■ Work to be completed ■
An exact copy of the listing below is required.

■ Extracted information ■
○ ○ ○ ○ ○ ○ ○

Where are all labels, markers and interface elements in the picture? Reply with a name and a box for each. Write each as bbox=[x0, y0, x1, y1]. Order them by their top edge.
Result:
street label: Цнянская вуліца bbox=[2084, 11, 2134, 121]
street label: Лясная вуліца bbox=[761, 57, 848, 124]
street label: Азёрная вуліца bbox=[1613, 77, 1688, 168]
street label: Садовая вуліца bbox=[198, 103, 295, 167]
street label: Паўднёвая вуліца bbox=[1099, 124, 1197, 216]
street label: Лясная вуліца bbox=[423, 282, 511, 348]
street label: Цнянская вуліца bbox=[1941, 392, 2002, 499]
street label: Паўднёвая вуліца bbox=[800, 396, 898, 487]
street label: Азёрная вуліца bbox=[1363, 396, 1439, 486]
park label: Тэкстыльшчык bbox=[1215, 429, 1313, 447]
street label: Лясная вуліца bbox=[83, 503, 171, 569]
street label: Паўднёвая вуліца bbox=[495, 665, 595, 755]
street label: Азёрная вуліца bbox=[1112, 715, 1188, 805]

○ ○ ○ ○ ○ ○ ○

■ Task solution ■
Where are all labels, markers and interface elements in the picture? Reply with a name and a box for each. Write each as bbox=[x0, y0, x1, y1]. Order them by their top edge.
Result:
street label: Цнянская вуліца bbox=[2084, 11, 2134, 121]
street label: Лясная вуліца bbox=[761, 57, 848, 124]
street label: Азёрная вуліца bbox=[1613, 77, 1688, 168]
street label: Садовая вуліца bbox=[198, 103, 295, 167]
street label: Паўднёвая вуліца bbox=[1099, 124, 1197, 216]
street label: Лясная вуліца bbox=[423, 282, 511, 348]
street label: Цнянская вуліца bbox=[1941, 392, 2002, 499]
street label: Паўднёвая вуліца bbox=[800, 396, 898, 487]
street label: Азёрная вуліца bbox=[1363, 396, 1439, 486]
park label: Тэкстыльшчык bbox=[1215, 429, 1313, 447]
street label: Лясная вуліца bbox=[83, 503, 171, 569]
street label: Паўднёвая вуліца bbox=[495, 665, 595, 755]
street label: Азёрная вуліца bbox=[1112, 715, 1188, 805]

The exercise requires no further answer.